Legislative auditor releases report on state’s immunization database
Minnesota health and technology officials need to make some changes to better ensure data in the state’s immunization registry is safe, a new report says.
Monday, Minnesota’s Office of the Legislative Auditor (OLA) released its report regarding the Minnesota Immunization Information Connection (MIIC) system. MIIC, which is managed by both the Minnesota Department of Health (MDH) and Minnesota Information Technology Services (MNIT), is the system that combines individuals’ immunizations into a single record to help medical personnel more easily track vaccinations and ensure patients get the right vaccines at the right time.
The program was launched in 2002 and contains information on nearly 127.5 million immunization doses for more than 9.5 million Minnesotans, the state says.
According to OLA’s report, MDH and MNIT followed most policies and practices to protect information stored in MIIC. However, the auditors still found some areas that need to be addressed due to potential vulnerabilities.

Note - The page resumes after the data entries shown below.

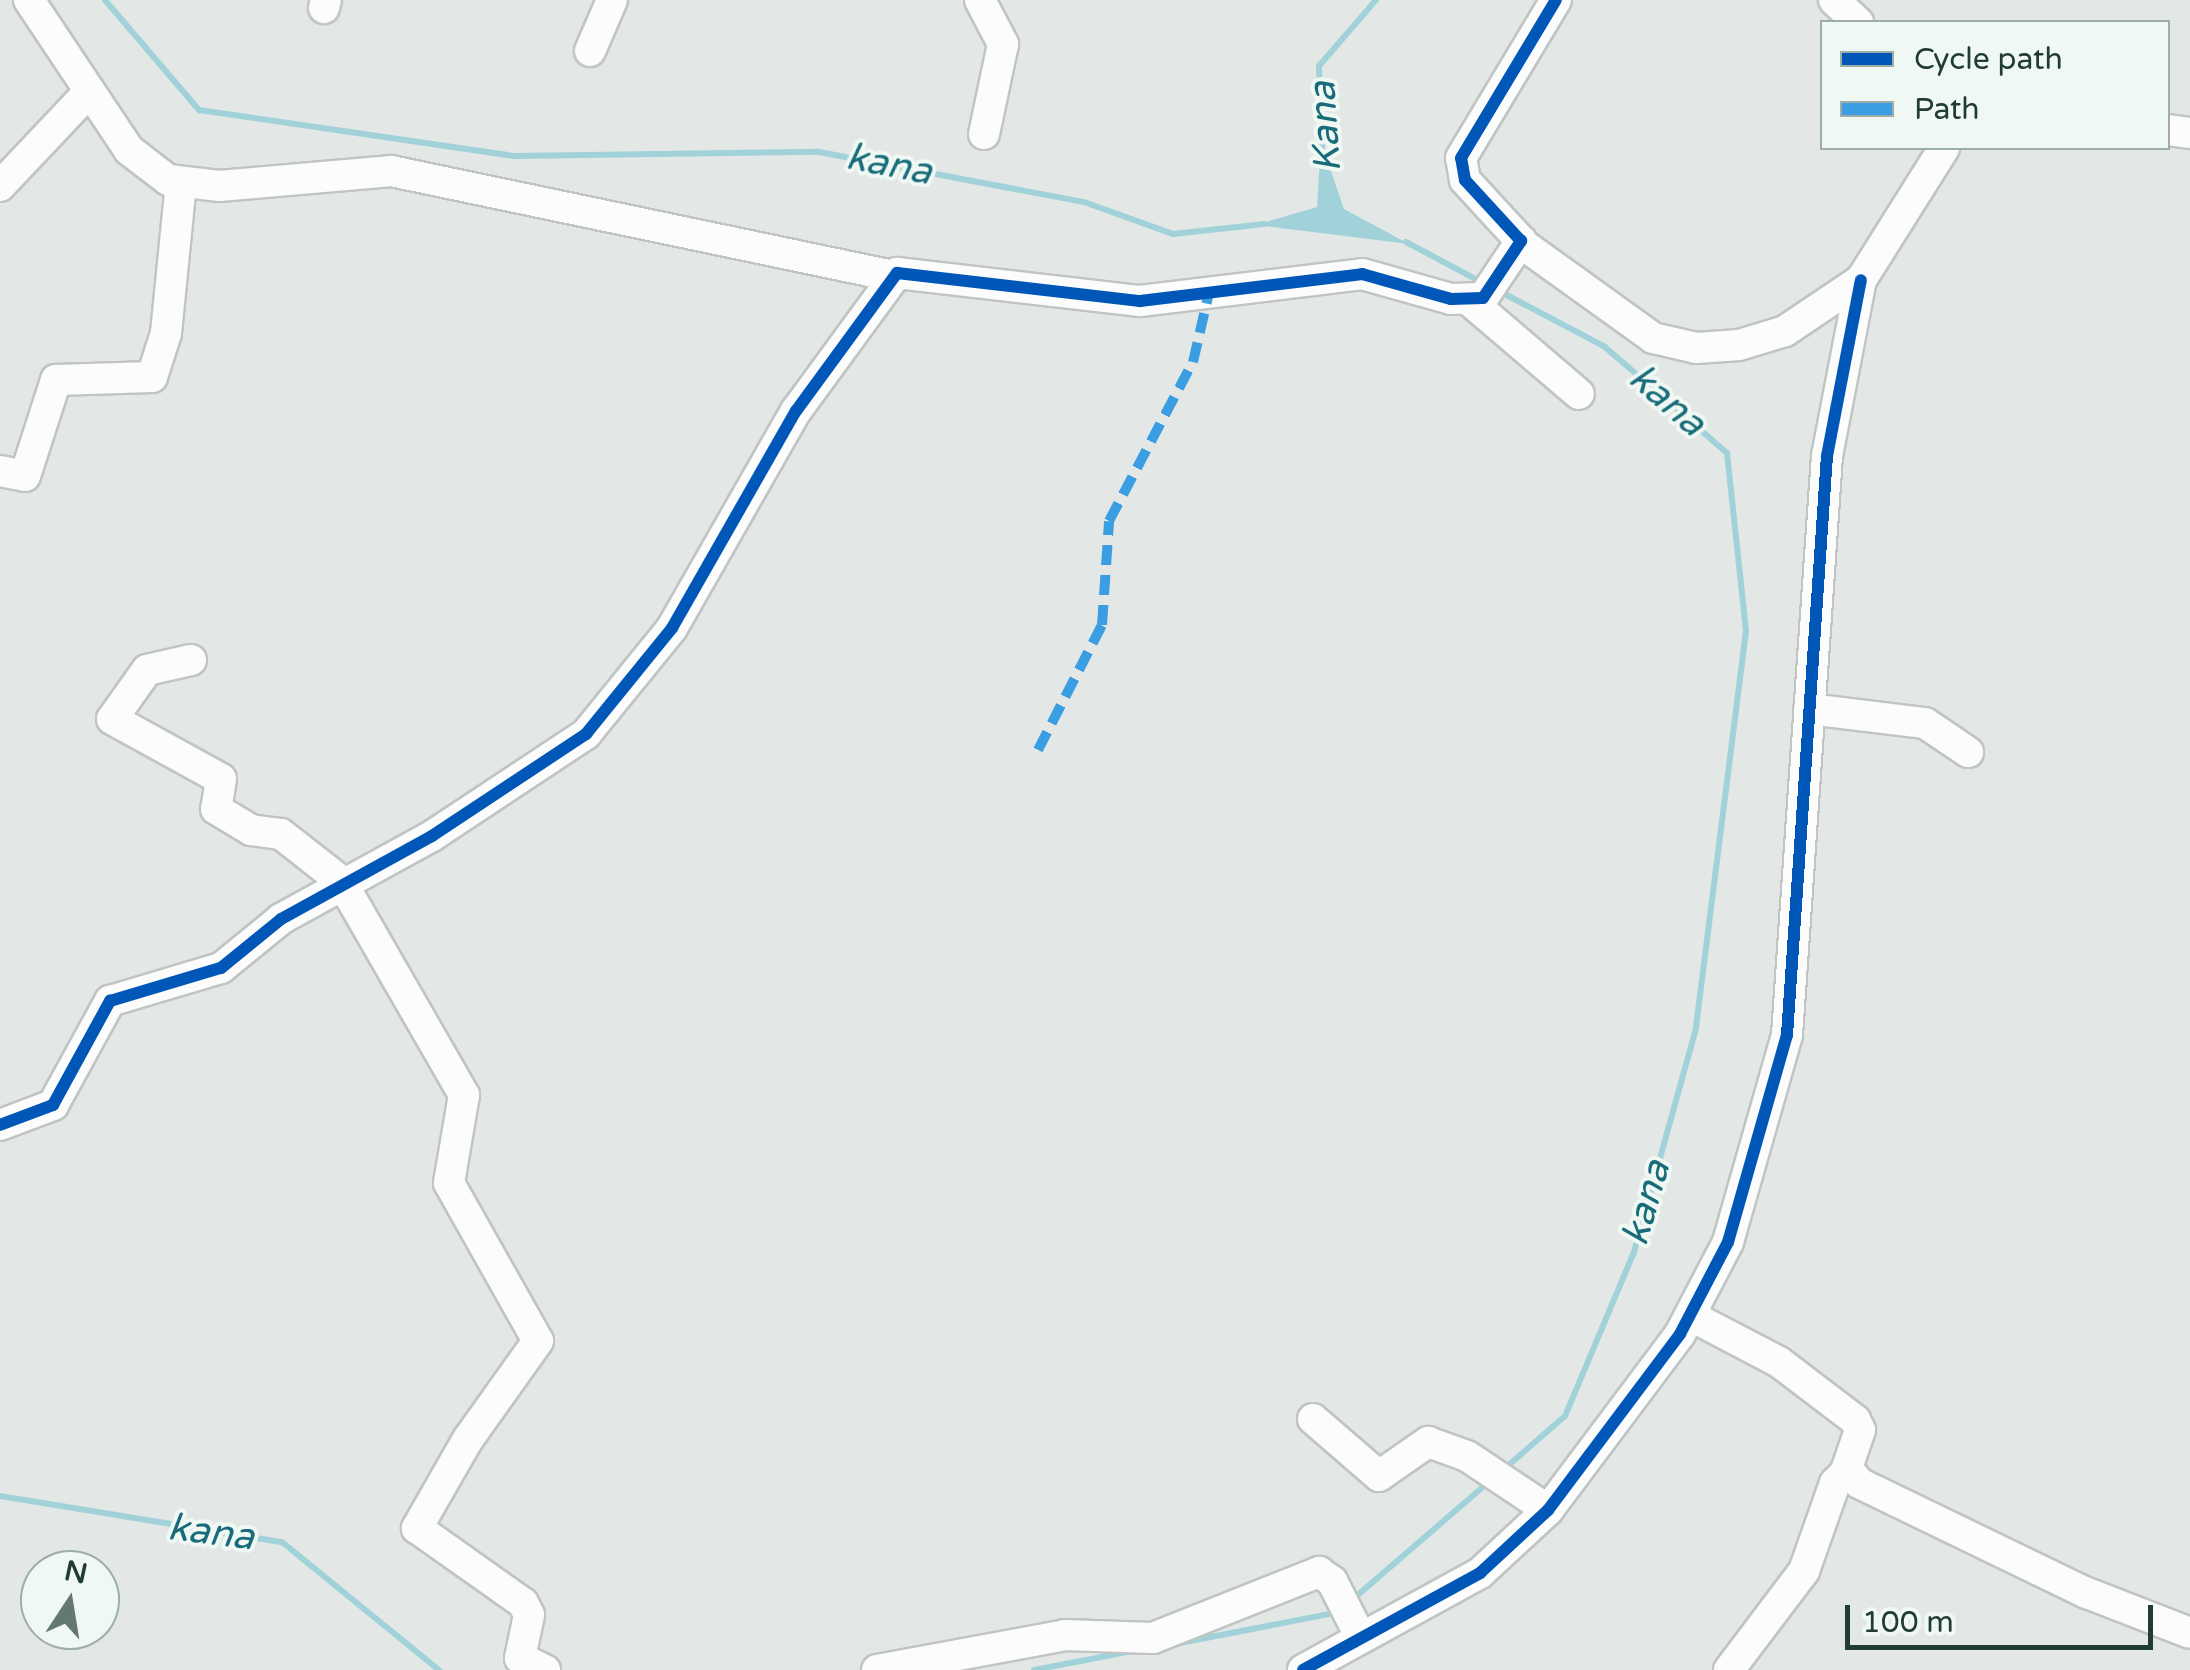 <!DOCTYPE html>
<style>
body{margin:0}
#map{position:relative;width:2190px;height:1670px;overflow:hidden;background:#e3e8e6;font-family:"Varela Round",sans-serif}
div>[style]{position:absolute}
.water>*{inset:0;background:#a1d2d9}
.stream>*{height:6px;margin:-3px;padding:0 3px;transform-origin:3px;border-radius:3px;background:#a1d2d9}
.roads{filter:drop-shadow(2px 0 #c0c5c3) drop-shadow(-2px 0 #c0c5c3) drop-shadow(0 2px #c0c5c3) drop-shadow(0 -2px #c0c5c3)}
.minor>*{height:30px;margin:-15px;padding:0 15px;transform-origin:15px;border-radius:15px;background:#fbfcfb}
.quiet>*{height:10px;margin-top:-5px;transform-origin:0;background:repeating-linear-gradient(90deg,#3c9ee2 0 20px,transparent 0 30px)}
.cycleway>*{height:12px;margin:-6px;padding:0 6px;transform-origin:6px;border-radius:6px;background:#0057b8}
span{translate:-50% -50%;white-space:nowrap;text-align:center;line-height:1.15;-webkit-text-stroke:8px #f0f8f4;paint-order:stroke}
.water-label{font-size:38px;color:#186c7a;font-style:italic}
.legend{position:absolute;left:1820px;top:20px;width:350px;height:130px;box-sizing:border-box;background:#f0f8f4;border:2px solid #9dada7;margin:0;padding:12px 18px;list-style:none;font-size:30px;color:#203c34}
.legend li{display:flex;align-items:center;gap:20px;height:50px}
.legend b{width:50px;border:2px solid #9dada7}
.north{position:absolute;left:20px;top:1550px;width:100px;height:100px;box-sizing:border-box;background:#f0f8f4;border:2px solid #9dada7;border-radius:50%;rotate:12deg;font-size:28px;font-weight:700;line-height:40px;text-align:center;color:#203c34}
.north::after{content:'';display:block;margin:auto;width:35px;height:45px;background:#647872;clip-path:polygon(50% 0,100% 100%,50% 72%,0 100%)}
.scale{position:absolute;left:1845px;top:1605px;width:308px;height:45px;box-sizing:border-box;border:5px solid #203c34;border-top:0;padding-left:12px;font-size:30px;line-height:35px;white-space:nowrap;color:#203c34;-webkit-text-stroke:8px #f0f8f4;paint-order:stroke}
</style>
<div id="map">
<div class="water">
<div style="clip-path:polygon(1321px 142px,1344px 209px,1409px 244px,1256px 225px,1317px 207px)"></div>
</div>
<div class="stream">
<div style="left:105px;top:0;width:145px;rotate:49.5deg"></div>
<div style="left:199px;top:110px;width:318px;rotate:8.3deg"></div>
<div style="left:514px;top:156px;width:305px;rotate:-0.8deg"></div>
<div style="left:819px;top:152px;width:270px;rotate:10.7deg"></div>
<div style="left:1084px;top:202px;width:95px;rotate:19.8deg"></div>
<div style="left:1173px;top:234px;width:92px;rotate:-6.3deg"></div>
<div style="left:1322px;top:148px;width:82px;rotate:-92.1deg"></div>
<div style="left:1319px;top:66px;width:87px;rotate:-49.2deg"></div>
<div style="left:1406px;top:242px;width:87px;rotate:28deg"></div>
<div style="left:1499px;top:291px;width:120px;rotate:27.8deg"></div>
<div style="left:1605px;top:347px;width:162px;rotate:41deg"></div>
<div style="left:1727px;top:453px;width:179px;rotate:83.9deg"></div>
<div style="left:1746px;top:631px;width:404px;rotate:97.2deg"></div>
<div style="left:1695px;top:1032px;width:228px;rotate:105.5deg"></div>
<div style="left:1634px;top:1252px;width:178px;rotate:112.8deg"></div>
<div style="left:1565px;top:1416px;width:81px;rotate:139deg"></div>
<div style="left:0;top:1496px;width:286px;rotate:9.3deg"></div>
<div style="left:282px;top:1542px;width:203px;rotate:39.2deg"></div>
<div style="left:1352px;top:1600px;width:182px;rotate:-40.8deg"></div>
<div style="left:1175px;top:1644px;width:167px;rotate:-11deg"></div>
<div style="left:1034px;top:1670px;width:101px;rotate:-10.9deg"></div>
</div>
<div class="roads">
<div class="minor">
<div style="left:29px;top:0;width:180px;rotate:56.3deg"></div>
<div style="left:129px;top:150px;width:49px;rotate:37.6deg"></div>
<div style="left:168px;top:180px;width:52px;rotate:6.6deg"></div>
<div style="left:220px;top:186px;width:172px;rotate:-5deg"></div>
<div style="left:391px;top:171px;width:513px;rotate:11.81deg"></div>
<div style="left:980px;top:0;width:50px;rotate:62.4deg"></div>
<div style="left:1003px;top:44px;width:92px;rotate:101.9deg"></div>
<div style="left:1834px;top:0;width:33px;rotate:43deg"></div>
<div style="left:324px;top:8px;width:8px;rotate:-76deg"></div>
<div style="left:590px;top:51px;width:56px;rotate:-66.7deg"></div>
<div style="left:2168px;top:130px;width:22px;rotate:8deg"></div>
<div style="left:0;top:186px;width:128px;rotate:-46.6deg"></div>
<div style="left:1521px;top:243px;width:163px;rotate:35.7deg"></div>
<div style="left:1653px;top:338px;width:44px;rotate:13.1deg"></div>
<div style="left:1696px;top:348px;width:43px;rotate:-4deg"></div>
<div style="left:1739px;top:345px;width:48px;rotate:-16.9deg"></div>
<div style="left:1785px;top:331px;width:92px;rotate:-33.9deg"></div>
<div style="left:1861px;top:280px;width:156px;rotate:-57.8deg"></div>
<div style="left:1470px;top:301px;width:143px;rotate:40.5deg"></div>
<div style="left:0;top:471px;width:25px;rotate:11deg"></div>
<div style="left:25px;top:476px;width:101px;rotate:-72.1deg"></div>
<div style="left:56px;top:380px;width:96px;rotate:-1.8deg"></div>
<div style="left:152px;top:377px;width:46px;rotate:-72.3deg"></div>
<div style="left:166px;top:333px;width:151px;rotate:-84.3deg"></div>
<div style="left:191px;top:660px;width:45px;rotate:167.2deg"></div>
<div style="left:147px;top:670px;width:60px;rotate:125.5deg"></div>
<div style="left:112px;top:719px;width:124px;rotate:28.8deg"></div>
<div style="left:221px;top:779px;width:30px;rotate:99deg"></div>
<div style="left:216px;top:809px;width:41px;rotate:31deg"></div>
<div style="left:251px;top:830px;width:30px;rotate:8deg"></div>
<div style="left:281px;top:834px;width:76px;rotate:38.1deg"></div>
<div style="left:341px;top:881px;width:247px;rotate:60.1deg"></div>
<div style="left:464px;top:1095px;width:89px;rotate:99.7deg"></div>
<div style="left:449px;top:1183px;width:181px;rotate:60.6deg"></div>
<div style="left:538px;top:1341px;width:120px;rotate:125.5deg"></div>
<div style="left:468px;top:1439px;width:103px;rotate:119.8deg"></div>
<div style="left:417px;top:1528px;width:130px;rotate:35.3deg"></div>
<div style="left:523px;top:1603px;width:13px;rotate:63deg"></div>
<div style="left:529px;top:1615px;width:44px;rotate:101.8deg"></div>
<div style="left:520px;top:1658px;width:28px;rotate:26deg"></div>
<div style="left:1809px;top:709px;width:117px;rotate:6.9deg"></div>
<div style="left:1925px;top:723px;width:52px;rotate:34deg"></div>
<div style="left:0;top:1125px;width:57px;rotate:-20.7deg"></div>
<div style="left:53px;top:1105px;width:119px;rotate:-61.3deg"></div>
<div style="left:110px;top:1001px;width:116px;rotate:-16.6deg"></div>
<div style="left:221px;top:968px;width:77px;rotate:-39.2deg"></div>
<div style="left:281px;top:919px;width:172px;rotate:-28.8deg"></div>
<div style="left:432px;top:836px;width:185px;rotate:-33.5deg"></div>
<div style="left:586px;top:734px;width:136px;rotate:-50.9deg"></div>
<div style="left:672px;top:628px;width:250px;rotate:-60.3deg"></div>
<div style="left:796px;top:411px;width:171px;rotate:-53.8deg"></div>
<div style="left:897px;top:273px;width:245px;rotate:6.6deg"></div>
<div style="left:1140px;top:301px;width:224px;rotate:-6.9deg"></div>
<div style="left:1362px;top:274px;width:92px;rotate:15.7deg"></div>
<div style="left:1451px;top:299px;width:32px;rotate:-2deg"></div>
<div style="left:1483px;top:298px;width:69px;rotate:-56.3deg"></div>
<div style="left:1521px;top:241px;width:83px;rotate:-132.6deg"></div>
<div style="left:1465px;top:180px;width:22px;rotate:-100deg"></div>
<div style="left:1461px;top:158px;width:184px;rotate:-59deg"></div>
<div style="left:1691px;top:1316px;width:99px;rotate:27.6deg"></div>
<div style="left:1779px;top:1362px;width:96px;rotate:37.3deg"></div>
<div style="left:1855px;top:1420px;width:11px;rotate:63deg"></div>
<div style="left:1860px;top:1430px;width:40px;rotate:108.9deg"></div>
<div style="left:1847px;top:1468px;width:19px;rotate:51deg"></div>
<div style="left:1859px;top:1483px;width:253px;rotate:25.8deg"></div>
<div style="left:2087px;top:1593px;width:110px;rotate:21.2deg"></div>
<div style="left:1313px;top:1419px;width:87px;rotate:40.8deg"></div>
<div style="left:1379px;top:1476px;width:60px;rotate:-34.8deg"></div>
<div style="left:1428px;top:1442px;width:41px;rotate:19.7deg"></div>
<div style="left:1467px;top:1456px;width:97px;rotate:33.7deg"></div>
<div style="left:877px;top:1670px;width:191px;rotate:-10.5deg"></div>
<div style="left:1065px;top:1635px;width:88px;rotate:2deg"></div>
<div style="left:1153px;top:1638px;width:179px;rotate:-21.7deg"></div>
<div style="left:1319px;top:1572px;width:16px;rotate:35deg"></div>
<div style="left:1332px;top:1581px;width:64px;rotate:63deg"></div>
<div style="left:1303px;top:1670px;width:202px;rotate:-28.7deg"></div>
<div style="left:1480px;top:1573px;width:93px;rotate:-42.8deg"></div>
<div style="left:1548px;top:1510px;width:220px;rotate:-53.1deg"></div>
<div style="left:1680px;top:1334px;width:104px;rotate:-62.4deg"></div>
<div style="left:1728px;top:1242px;width:215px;rotate:-74.1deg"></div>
<div style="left:1787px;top:1035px;width:580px;rotate:-86.05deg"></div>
<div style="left:1827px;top:456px;width:179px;rotate:-79.1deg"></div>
<div style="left:1729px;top:1670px;width:124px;rotate:-52.9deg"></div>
<div style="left:1804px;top:1571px;width:93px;rotate:-70.6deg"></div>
<div style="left:1835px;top:1483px;width:17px;rotate:-45deg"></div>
</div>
</div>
<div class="quiet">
<div style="left:1038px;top:750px;width:140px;rotate:-62.9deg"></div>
<div style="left:1102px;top:625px;width:104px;rotate:-86.1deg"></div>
<div style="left:1109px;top:521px;width:180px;rotate:-62.2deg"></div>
<div style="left:1193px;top:362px;width:67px;rotate:-77deg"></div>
</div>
<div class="cycleway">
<div style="left:0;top:1125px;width:57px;rotate:-20.7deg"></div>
<div style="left:53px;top:1105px;width:119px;rotate:-61.3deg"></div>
<div style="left:110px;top:1001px;width:116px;rotate:-16.6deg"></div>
<div style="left:221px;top:968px;width:77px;rotate:-39.2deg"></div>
<div style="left:281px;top:919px;width:172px;rotate:-28.8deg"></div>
<div style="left:432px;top:836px;width:185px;rotate:-33.5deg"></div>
<div style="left:586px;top:734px;width:136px;rotate:-50.9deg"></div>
<div style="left:672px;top:628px;width:250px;rotate:-60.3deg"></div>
<div style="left:796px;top:411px;width:171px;rotate:-53.8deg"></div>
<div style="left:897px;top:273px;width:245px;rotate:6.6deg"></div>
<div style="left:1140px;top:301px;width:224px;rotate:-6.9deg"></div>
<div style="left:1362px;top:274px;width:92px;rotate:15.7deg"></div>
<div style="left:1451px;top:299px;width:32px;rotate:-2deg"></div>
<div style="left:1483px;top:298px;width:69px;rotate:-56.3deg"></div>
<div style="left:1521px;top:241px;width:83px;rotate:-132.6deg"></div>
<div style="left:1465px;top:180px;width:22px;rotate:-100deg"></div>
<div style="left:1461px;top:158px;width:184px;rotate:-59deg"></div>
<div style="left:1303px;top:1670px;width:202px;rotate:-28.7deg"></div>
<div style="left:1480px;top:1573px;width:93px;rotate:-42.8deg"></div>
<div style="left:1548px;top:1510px;width:220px;rotate:-53.1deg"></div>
<div style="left:1680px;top:1334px;width:104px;rotate:-62.4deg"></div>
<div style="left:1728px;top:1242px;width:215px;rotate:-74.1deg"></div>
<div style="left:1787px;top:1035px;width:580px;rotate:-86.05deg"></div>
<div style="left:1827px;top:456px;width:179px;rotate:-79.1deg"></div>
</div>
<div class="water-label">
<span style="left:1326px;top:127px;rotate:-94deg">Kana</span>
<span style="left:889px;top:165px;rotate:11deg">kana</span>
<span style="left:1667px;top:401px;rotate:41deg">kana</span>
<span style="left:1647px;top:1203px;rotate:-74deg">kana</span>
<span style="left:211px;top:1533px;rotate:7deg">kana</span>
</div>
<ul class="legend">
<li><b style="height:12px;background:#0057b8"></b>Cycle path</li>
<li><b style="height:12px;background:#3c9ee2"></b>Path</li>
</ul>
<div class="north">N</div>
<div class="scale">100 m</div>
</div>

OLA found that MDH doesn’t actively monitor users to make sure they follow all data use requirements, the MIIC system doesn’t meet all of MNIT’s logging and monitoring standards, MNIT didn’t have a complete disaster recovery plan for MIIC, and both MDH and MNIT failed to complete a risk assessment on MIIC. Some testing and training data — fake names with immunization records — were also found in the system.
Additionally, OLA reported that MNIT didn’t use code analysis software to test for vulnerabilities when updating MIIC, in part because the development team didn’t have clear criteria for when the scans should happen. OLA says its testing found three security vulnerabilities that MNIT didn’t identify as part of its review, which could’ve allowed someone to exploit the system and access private data.
The auditors offered several recommendations for MDH and MNIT to close the gaps found in its evaluation of MIIC and better protect the private data in the system.
In a joint response to OLA’s report, MDH Commissioner Brooke Cunningham and MNIT Commissioner Tarek Tomes said the departments have either already implemented fixes or plan to make certain changes to address the issues noted by OLA. That includes more regular scans of MIIC and more controls to close the identified vulnerabilities.
MNIT added that it has also updated its disaster recovery plan for MIIC and is working to move MIIC closer to automated scanning.